The result is a peculiar togetherness. Once, a friend’s mom emailed that she’d just pulled off her first tick of the season, from her pubic hair: “I’m guessing it doesn’t it surprise you to hear, Katie, that you came to mind almost immediately when I discovered the little bugger? I’m afraid that ticks and you will be forever linked in my mind.” Naturally some took the motif too far. One creepy grad student thought that, because I was standing in front of a tick poster at an academic conference, I’d want to hear about the time he pulled a tick off his dick.

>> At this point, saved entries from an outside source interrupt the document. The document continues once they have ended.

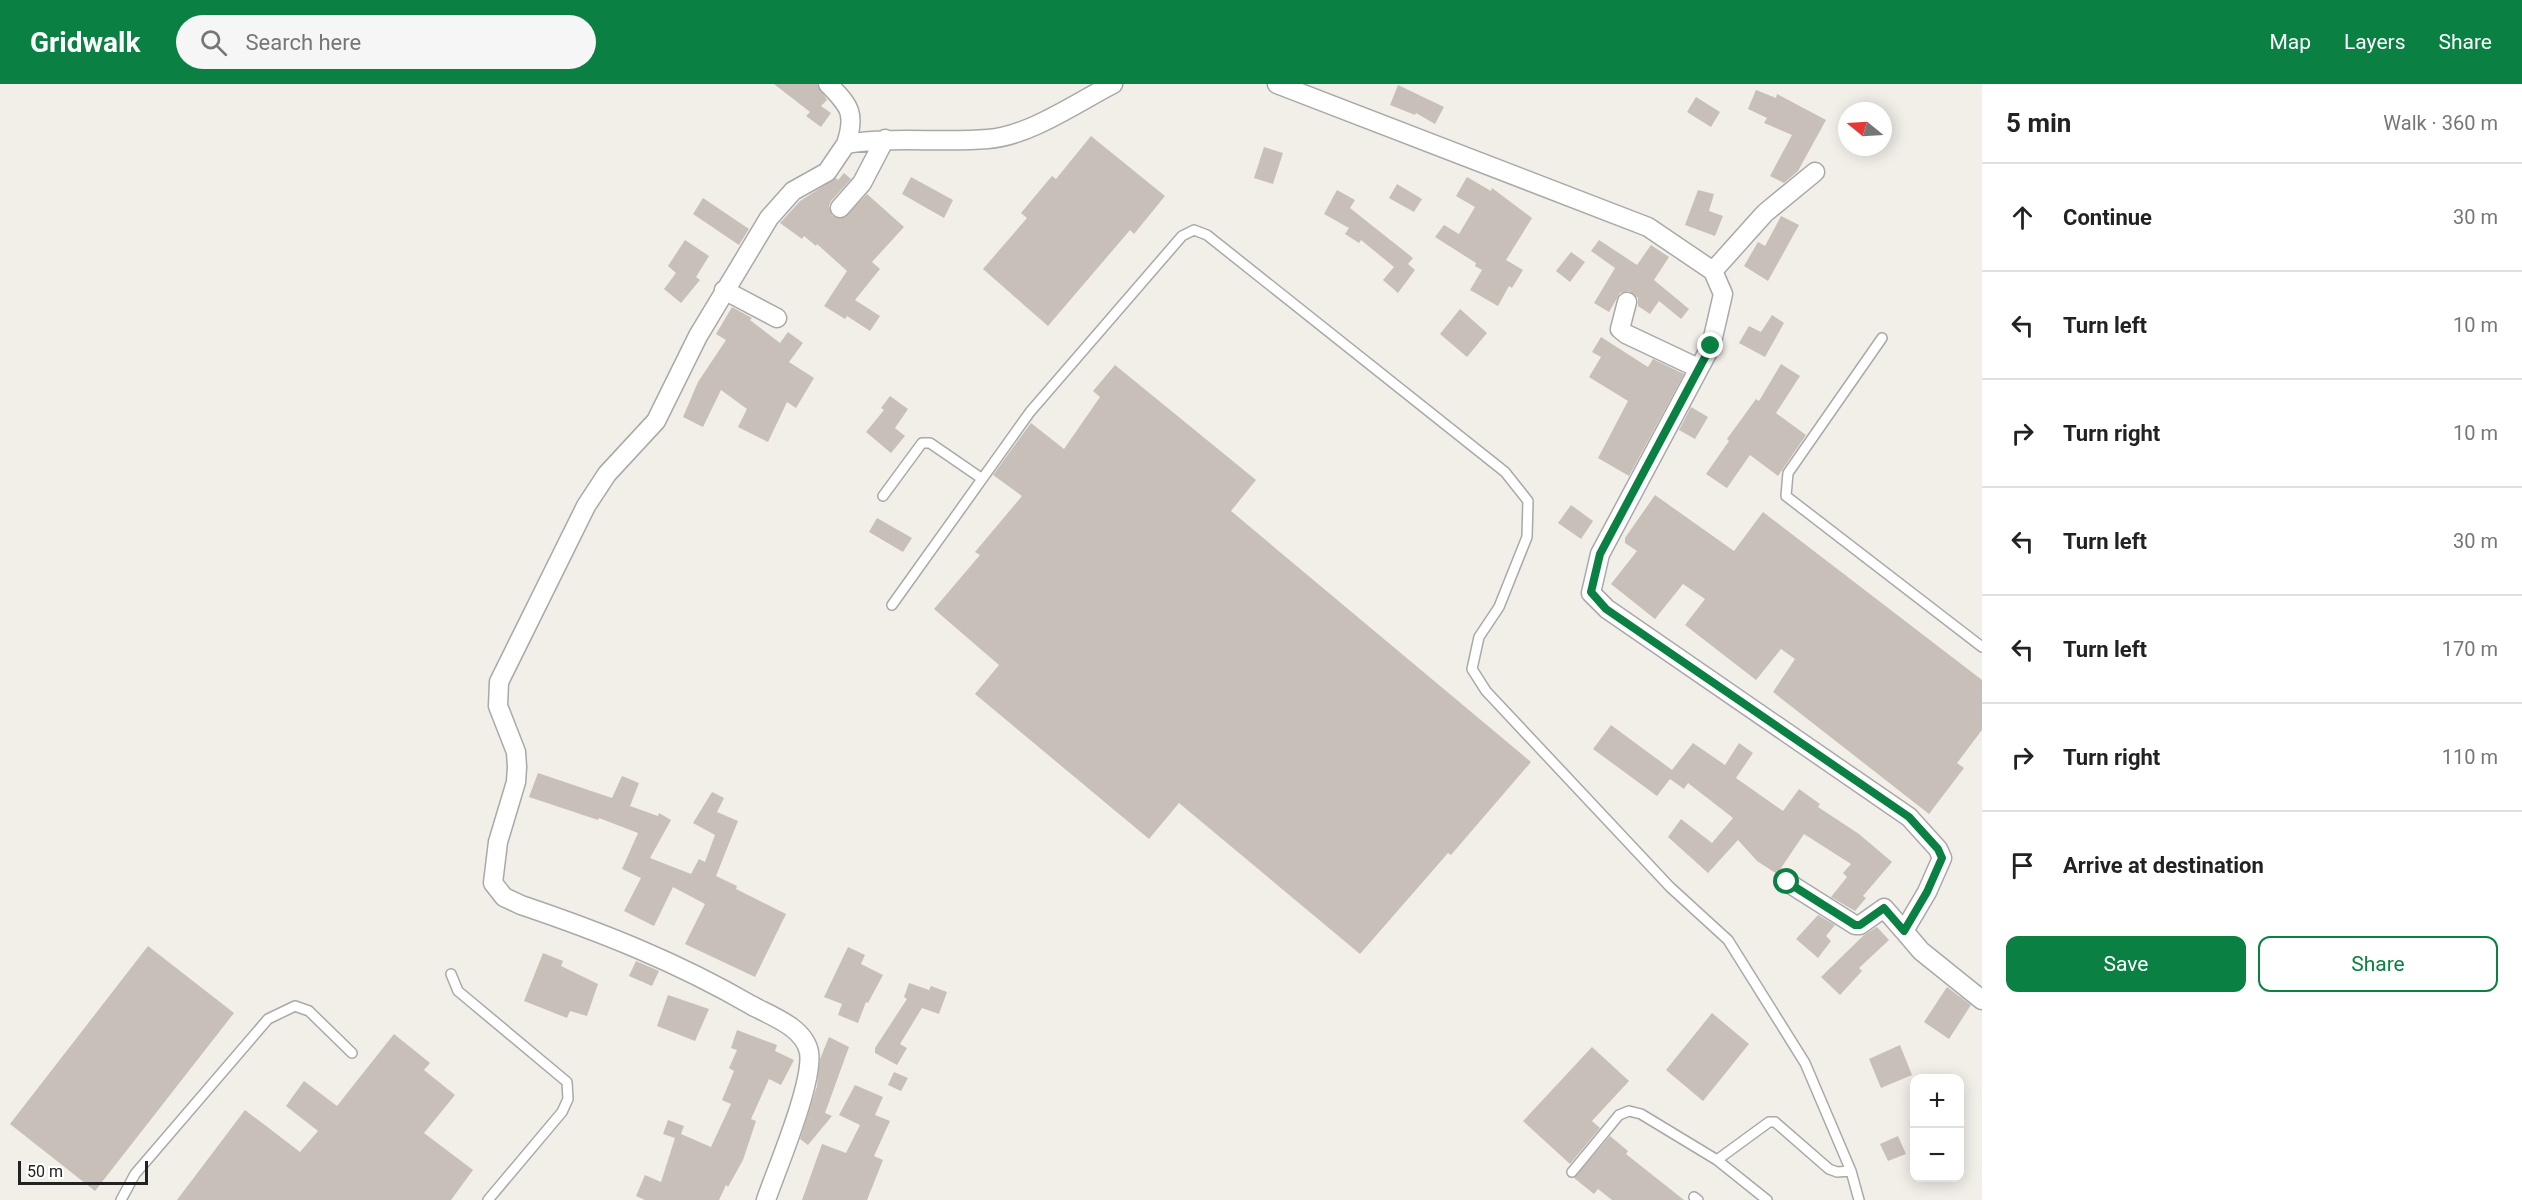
<!DOCTYPE html>
<meta charset="utf-8">
<style>
body{margin:0;font-family:Roboto,sans-serif;background:#f6f6f6;color:#222}
.controls{position:absolute;right:18px;bottom:18px;display:grid;overflow:hidden;border-radius:12px;box-shadow:0 3px 15px #0003}
.controls button{width:54px;height:54px;display:grid;place-items:center;padding:0;border:0;border-bottom:2px solid #e0e0e0;background:#fff;color:#222;font:30px sans-serif}
.compass{position:absolute;left:1838px;top:18px;width:54px;height:54px;border-radius:50%;background:#fff;box-shadow:0 3px 15px #0003;rotate:288deg}
.scale{position:absolute;left:18px;bottom:15px;width:130px;box-sizing:border-box;padding-left:6px;border:3px solid #222;border-top:0;font-size:16px;line-height:21px;white-space:nowrap;color:#222;-webkit-text-stroke:4px #fff;paint-order:stroke}
.stop{position:absolute;width:18px;height:18px;margin:-14px;border:4px solid #0b8043;border-radius:50%;background:#fff}
.stop.end{background:#0b8043;border-color:#fff;box-shadow:0 2px 6px #0008}
.list{margin:0;padding:0;list-style:none}
h2{display:flex;justify-content:space-between;align-items:center;height:78px;margin:0;padding:0 24px;font-size:26px}
h2 small{font-size:20px;font-weight:400;color:#767676}
.list li{display:grid;grid-template-columns:39px 1fr auto;gap:18px;align-items:center;box-sizing:border-box;height:108px;padding:0 24px;border-top:2px solid #e0e0e0}
.list b{display:block;font-size:22px;white-space:nowrap}
.list em{font-size:20px;font-style:normal;color:#767676}
.actions{display:flex;gap:12px;padding:18px 24px}
.actions a{flex:1;padding:14px 0;border:2px solid #0b8043;border-radius:12px;text-align:center;font-size:21px;color:#0b8043}
.actions .main{background:#0b8043;color:#fff}
.icon{flex:none;width:33px;height:33px;fill:none;stroke:currentColor;stroke-width:2;stroke-linecap:round;stroke-linejoin:round}
.map{position:relative;flex:none;width:1982px;height:1116px;overflow:hidden}
header{display:flex;align-items:center;gap:36px;box-sizing:border-box;height:84px;padding:0 30px;background:#0b8043;color:#fff}
header strong{font-size:28px}
nav{display:flex;gap:33px;margin-inline-start:auto;font-size:21px}
.search{width:420px;height:54px;background:#f6f6f6;display:flex;align-items:center;gap:15px;box-sizing:border-box;padding:0 21px;border-radius:33px;color:#767676;font-size:22px}
main{display:flex}
aside{flex:1;background:#fff}
.map>svg:first-child{display:block}
.building{fill:#c7bfb8}
.lines{fill:none;stroke-linecap:round;stroke-linejoin:round}
.lane-casing{stroke:#a9a9a9;stroke-width:12}
.street-casing{stroke:#a9a9a9;stroke-width:21}
.lane{stroke:#fff;stroke-width:9}
.street{stroke:#fff;stroke-width:18}
.route{stroke:#0b8043;stroke-width:8}
</style>
<header>
<strong>Gridwalk</strong>
<div class="search"><svg class="icon" aria-label="search" viewBox="0 0 24 24"><circle cx="10" cy="10" r="6"/><path d="M15 15l6 6"/></svg>Search here</div>
<nav><a>Map</a><a>Layers</a><a>Share</a></nav>
</header>
<main>
<div class="map">
<svg width="1982" height="1116" viewBox="0 0 1982 1116">
<rect width="100%" height="100%" fill="#f2efe9"/>
<path class="building" d="M 774,0 L 817,0 L 827,16 L 821,22 L 831,29 L 821,43 L 806,32 L 810,28 Z
M 1398,1 L 1444,23 L 1435,40 L 1416,29 L 1415,31 L 1390,21 Z
M 1756,6 L 1776,14 L 1777,10 L 1826,36 L 1798,87 L 1784,99 L 1770,92 L 1792,51 L 1764,39 L 1767,34 L 1748,25 Z
M 1696,13 L 1720,28 L 1711,43 L 1687,28 Z
M 1091,52 L 1165,112 L 1134,150 L 1130,146 L 1048,242 L 983,185 L 1027,134 L 1021,129 L 1052,92 L 1056,95 Z
M 1264,63 L 1283,69 L 1273,100 L 1254,94 Z
M 844,89 L 851,95 L 831,117 L 829,122 L 832,132 L 844,134 L 867,110 L 904,143 L 872,178 L 880,185 L 855,216 L 880,232 L 870,247 L 847,232 L 845,235 L 824,222 L 847,187 L 817,160 L 816,162 L 804,152 L 802,155 L 780,139 L 800,117 L 836,94 L 838,96 Z
M 911,93 L 953,116 L 944,134 L 902,110 Z
M 1467,93 L 1491,107 L 1492,104 L 1532,134 L 1506,176 L 1523,186 L 1512,204 L 1509,202 L 1498,222 L 1470,206 L 1482,186 L 1475,182 L 1476,179 L 1435,153 L 1444,141 L 1459,150 L 1475,123 L 1456,112 Z
M 1397,100 L 1422,115 L 1414,128 L 1389,114 Z
M 1337,106 L 1355,116 L 1350,124 L 1413,174 L 1408,180 L 1415,186 L 1398,209 L 1383,196 L 1394,183 L 1361,156 L 1359,159 L 1345,150 L 1349,144 L 1324,130 Z
M 1698,106 L 1714,110 L 1709,127 L 1723,132 L 1715,152 L 1685,141 Z
M 703,114 L 749,145 L 739,161 L 693,130 Z
M 1781,132 L 1799,141 L 1768,197 L 1744,182 L 1758,158 L 1765,162 Z
M 685,156 L 709,172 L 696,193 L 700,196 L 681,219 L 664,205 L 676,189 L 668,182 Z
M 1599,156 L 1637,181 L 1651,161 L 1669,173 L 1654,196 L 1689,225 L 1681,235 L 1659,217 L 1650,230 L 1638,222 L 1638,214 L 1629,207 L 1620,209 L 1609,228 L 1594,219 L 1615,184 L 1591,167 Z
M 1571,168 L 1585,178 L 1570,198 L 1556,187 Z
M 732,223 L 752,234 L 750,236 L 780,259 L 788,248 L 803,259 L 789,278 L 814,294 L 796,324 L 787,318 L 768,358 L 738,343 L 747,325 L 721,306 L 703,343 L 683,333 L 698,298 L 726,256 L 716,250 Z
M 1460,225 L 1487,249 L 1467,273 L 1440,250 Z
M 1772,231 L 1784,239 L 1765,273 L 1739,259 L 1749,242 L 1761,248 Z
M 1601,253 L 1648,283 L 1653,275 L 1684,290 L 1629,392 L 1598,374 L 1628,317 L 1589,293 L 1601,273 L 1592,268 Z
M 1781,280 L 1800,292 L 1776,329 L 1806,351 L 1778,392 L 1750,371 L 1727,404 L 1706,390 L 1729,357 L 1727,355 L 1756,315 L 1759,317 Z
M 1115,281 L 1256,396 L 1231,427 L 1531,678 L 1451,771 L 1448,769 L 1360,870 L 1179,719 L 1149,755 L 975,610 L 999,581 L 934,525 L 980,471 L 975,468 L 1022,412 L 993,391 L 1014,362 L 1031,339 L 1064,365 L 1100,313 L 1093,307 Z
M 890,312 L 908,325 L 895,344 L 905,352 L 891,369 L 866,348 L 884,326 L 881,324 Z
M 1691,323 L 1708,333 L 1695,355 L 1679,346 Z
M 1655,411 L 1734,467 L 1763,428 L 1982,596 L 1982,646 L 1957,679 L 1964,684 L 1929,730 L 1773,608 L 1795,575 L 1781,565 L 1756,596 L 1685,541 L 1705,515 L 1683,500 L 1655,535 L 1611,500 L 1637,467 L 1625,459 L 1625,454 Z
M 1571,421 L 1593,437 L 1581,455 L 1558,439 Z
M 877,434 L 912,454 L 903,468 L 869,448 Z
M 1611,641 L 1672,686 L 1693,659 L 1725,681 L 1739,659 L 1753,669 L 1736,694 L 1783,727 L 1799,705 L 1820,720 L 1818,723 L 1859,750 L 1892,778 L 1863,812 L 1866,814 L 1855,827 L 1831,813 L 1847,793 L 1843,789 L 1851,780 L 1804,750 L 1777,790 L 1757,777 L 1738,756 L 1708,789 L 1668,753 L 1681,735 L 1712,759 L 1733,734 L 1688,699 L 1684,705 L 1670,695 L 1657,712 L 1593,665 Z
M 538,689 L 612,714 L 622,692 L 639,699 L 630,722 L 658,732 L 659,729 L 671,736 L 650,774 L 691,790 L 699,775 L 705,778 L 715,751 L 693,739 L 712,708 L 724,714 L 717,728 L 738,737 L 716,792 L 737,802 L 736,805 L 786,830 L 755,893 L 685,860 L 705,820 L 673,803 L 654,842 L 624,827 L 641,794 L 622,785 L 638,749 L 599,734 L 598,736 L 529,713 Z
M 1818,831 L 1835,841 L 1826,852 L 1831,857 L 1818,874 L 1796,855 Z
M 1877,843 L 1889,856 L 1859,884 L 1862,887 L 1840,911 L 1821,893 L 1864,851 Z
M 148,862 L 234,929 L 95,1107 L 10,1040 Z
M 848,863 L 865,871 L 861,880 L 883,891 L 868,919 L 866,918 L 858,939 L 838,931 L 842,920 L 824,913 Z
M 543,869 L 563,877 L 561,882 L 598,900 L 587,932 L 570,927 L 567,934 L 524,917 Z
M 636,877 L 659,887 L 652,902 L 629,892 Z
M 909,899 L 929,906 L 931,902 L 947,908 L 939,930 L 922,924 L 900,960 L 907,964 L 897,981 L 875,969 L 875,964 L 907,915 L 904,913 Z
M 1947,903 L 1971,921 L 1949,955 L 1924,938 Z
M 668,911 L 709,925 L 695,957 L 657,942 Z
M 1712,929 L 1749,960 L 1703,1017 L 1666,986 Z
M 737,946 L 777,961 L 775,967 L 794,976 L 781,1001 L 769,995 L 751,1035 L 756,1037 L 743,1076 L 728,1103 L 726,1101 L 719,1116 L 645,1116 L 636,1112 L 645,1091 L 661,1098 L 675,1054 L 663,1050 L 668,1036 L 684,1042 L 681,1050 L 711,1063 L 731,1020 L 722,1016 L 734,987 L 729,984 L 737,966 L 731,964 Z
M 394,950 L 430,979 L 424,986 L 455,1011 L 424,1049 L 473,1086 L 451,1116 L 177,1116 L 245,1026 L 300,1068 L 318,1047 L 286,1022 L 304,997 L 337,1022 Z
M 829,953 L 849,963 L 825,1029 L 832,1032 L 808,1061 L 800,1055 L 817,1002 L 820,975 Z
M 1900,961 L 1912,991 L 1881,1004 L 1869,975 Z
M 1592,963 L 1629,997 L 1592,1037 L 1600,1044 L 1570,1080 L 1523,1037 Z
M 894,988 L 908,994 L 901,1007 L 888,1001 Z
M 855,1001 L 883,1013 L 875,1031 L 890,1037 L 874,1072 L 883,1076 L 867,1116 L 802,1116 L 822,1060 L 846,1069 L 860,1041 L 839,1031 Z
M 1610,1052 L 1628,1067 L 1626,1070 L 1684,1116 L 1612,1116 L 1598,1105 L 1594,1110 L 1574,1094 Z
M 1898,1052 L 1906,1070 L 1888,1077 L 1880,1060 Z"/>
<g class="lines">
<g class="lane-casing">
<path id="lane" d="M 1882,254 L 1788,389 L 1786,412 L 1982,563
M 883,412 L 922,359 L 930,359 L 981,394
M 892,521 L 1030,328 L 1182,152 L 1194,146 L 1207,151 L 1505,388 L 1528,417 L 1527,453 L 1499,523 L 1479,553 L 1472,585 L 1486,607 L 1670,803 L 1728,856 L 1805,979 L 1851,1087 L 1859,1116
M 451,890 L 458,907 L 567,998 L 568,1015 L 562,1028 L 488,1116
M 1717,1076 L 1769,1038 L 1775,1038 L 1829,1085 L 1837,1088 L 1851,1087
M 1572,1088 L 1619,1031 L 1629,1027 L 1641,1030 L 1717,1076 L 1767,1116
M 1694,1113 L 1698,1116
M 121,1116 L 135,1090 L 268,935 L 295,922 L 309,927 L 352,969"/>
</g>
<g class="street-casing">
<path id="street" d="M 828,0 C 850,22 856,30 846,60
M 1277,0 L 1648,143 L 1713,187 L 1723,210 L 1711,262 L 1600,470 L 1591,509 L 1607,525 L 1909,733 L 1938,765 L 1942,774 L 1927,808 L 1904,847 L 1921,867 L 1982,916
M 840,124 L 862,99 L 885,55
M 1713,187 L 1765,129 L 1815,88
M 724,206 L 777,234
M 1627,218 L 1620,245 L 1626,250 L 1698,284
M 1787,798 L 1855,841 L 1860,841 L 1884,824 L 1904,847
M 766,1116 C 777,1084 814,998 809,968 C 804,943 771,932 751,921 C 677,878 601,848 521,821 L 504,813 L 493,799 L 498,758 L 516,698 L 517,683 L 516,668 L 498,622 L 499,598 L 586,422 L 607,390 L 656,337 L 698,252 L 769,134 L 793,107 L 827,88 L 846,60 C 894,52 941,59 988,55 C 1029,52 1076,19 1113,0"/>
</g>
<use href="#lane" class="lane"/>
<use href="#street" class="street"/>
</g>
<g class="lines">
<path class="route" d="M 1711,262 L 1600,470 L 1591,508 L 1606,525 L 1909,733 L 1938,765 L 1942,774 L 1927,808 L 1904,847 L 1884,824 L 1860,841 L 1855,841 L 1787,798"/>
</g>
</svg>
<div class="controls">
<button>+</button>
<button>−</button>
</div>
<svg class="compass" viewBox="-18 -18 36 36"><path d="M0-13l5 13h-10z" fill="#e53935"/><path d="M0 13l5-13h-10z" fill="#767676"/></svg>
<div class="scale">50 m</div>
<div class="stop" style="left:1787px;top:798px"></div>
<div class="stop end" style="left:1711px;top:262px"></div>
</div>
<aside>
<h2>5 min<small>Walk · 360 m</small></h2>
<ul class="list">
<li><svg class="icon" aria-label="ahead" viewBox="0 0 24 24"><path d="M12 20V5M6 11l6-6 6 6"/></svg><div><b>Continue</b></div><em>30 m</em></li>
<li><svg class="icon" aria-label="left" viewBox="0 0 24 24"><path d="M17 20v-9H6M10 6l-5 5 5 5"/></svg><div><b>Turn left</b></div><em>10 m</em></li>
<li><svg class="icon" aria-label="right" viewBox="0 0 24 24"><path d="M7 20v-9h11M14 6l5 5-5 5"/></svg><div><b>Turn right</b></div><em>10 m</em></li>
<li><svg class="icon" aria-label="left" viewBox="0 0 24 24"><path d="M17 20v-9H6M10 6l-5 5 5 5"/></svg><div><b>Turn left</b></div><em>30 m</em></li>
<li><svg class="icon" aria-label="left" viewBox="0 0 24 24"><path d="M17 20v-9H6M10 6l-5 5 5 5"/></svg><div><b>Turn left</b></div><em>170 m</em></li>
<li><svg class="icon" aria-label="right" viewBox="0 0 24 24"><path d="M7 20v-9h11M14 6l5 5-5 5"/></svg><div><b>Turn right</b></div><em>110 m</em></li>
<li><svg class="icon" aria-label="arrive" viewBox="0 0 24 24"><path d="M6 21V4h12l-3 4 3 4H6"/></svg><div><b>Arrive at destination</b></div></li>
</ul>
<div class="actions"><a class="main">Save</a><a>Share</a></div>
</aside>
</main>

The country singer Brad Paisley romances the tick: “I’d like to see you out in the moonlight / I’d like to kiss you way back in the sticks / I’d like to walk you through a field of wildflowers / And I’d like to check you for ticks.” I’m with Paisley here. Creeps aside, tick grooming is an act of love. My sister and I were diligent in the tick checks we gave ourselves and each other. Most nights, we’d pull off several at the campsite showers. (...)

The idea that the natural and human exist in separate realms is the very “trouble with wilderness,” the environmental historian William Cronon wrote in his 1995 book Uncommon Ground. The wilderness that we’ve feared, romanticized, and valorized over the last few hundred years, he says, is a fantasy:
[Wilderness] is quite profoundly a human creation—indeed, the creation of very particular human cultures at very particular moments in human history … Wilderness hides its unnaturalness behind a mask that is all the more beguiling because it seems so natural. As we gaze into the mirror it holds up for us, we too easily imagine that what we behold is Nature when in fact we see the reflection of our own unexamined longings and desires.
In the stories told by our doctors, our parks, and the CDC, ticks are invaders. To defend ourselves, we use insect repellent, clothing, and prophylactic antibiotics; fences, signs, and pesticides. “When it comes to pesticides, the environmental toxin par excellence, Lyme patients are often its greatest proponents,” writes Abigail Dumes, an anthropologist at Michigan State University. We prefer the risk posed by pesticides to the fear of Lyme, Dumes explained to me. They let us become actors instead of victims. By dosing ourselves with pesticides (or antibiotics), we gain control of our risks. Ticks, on the other hand are uncontrollable. “It’s difficult to live with the idea that there are enormous threats and many can’t be controlled,” Kleinman tells me.

The problem is our defensive barriers aren’t working particularly well. Deer ticks are now established across 45 percent of United States counties. Their range has more than doubled in the last 20 years. Reported cases of Lyme disease have more than tripled since 1995 and the CDC estimates that more than 300,000 Americans fall ill each year. The story of tick-as-invader isn’t particularly helpful—or complete.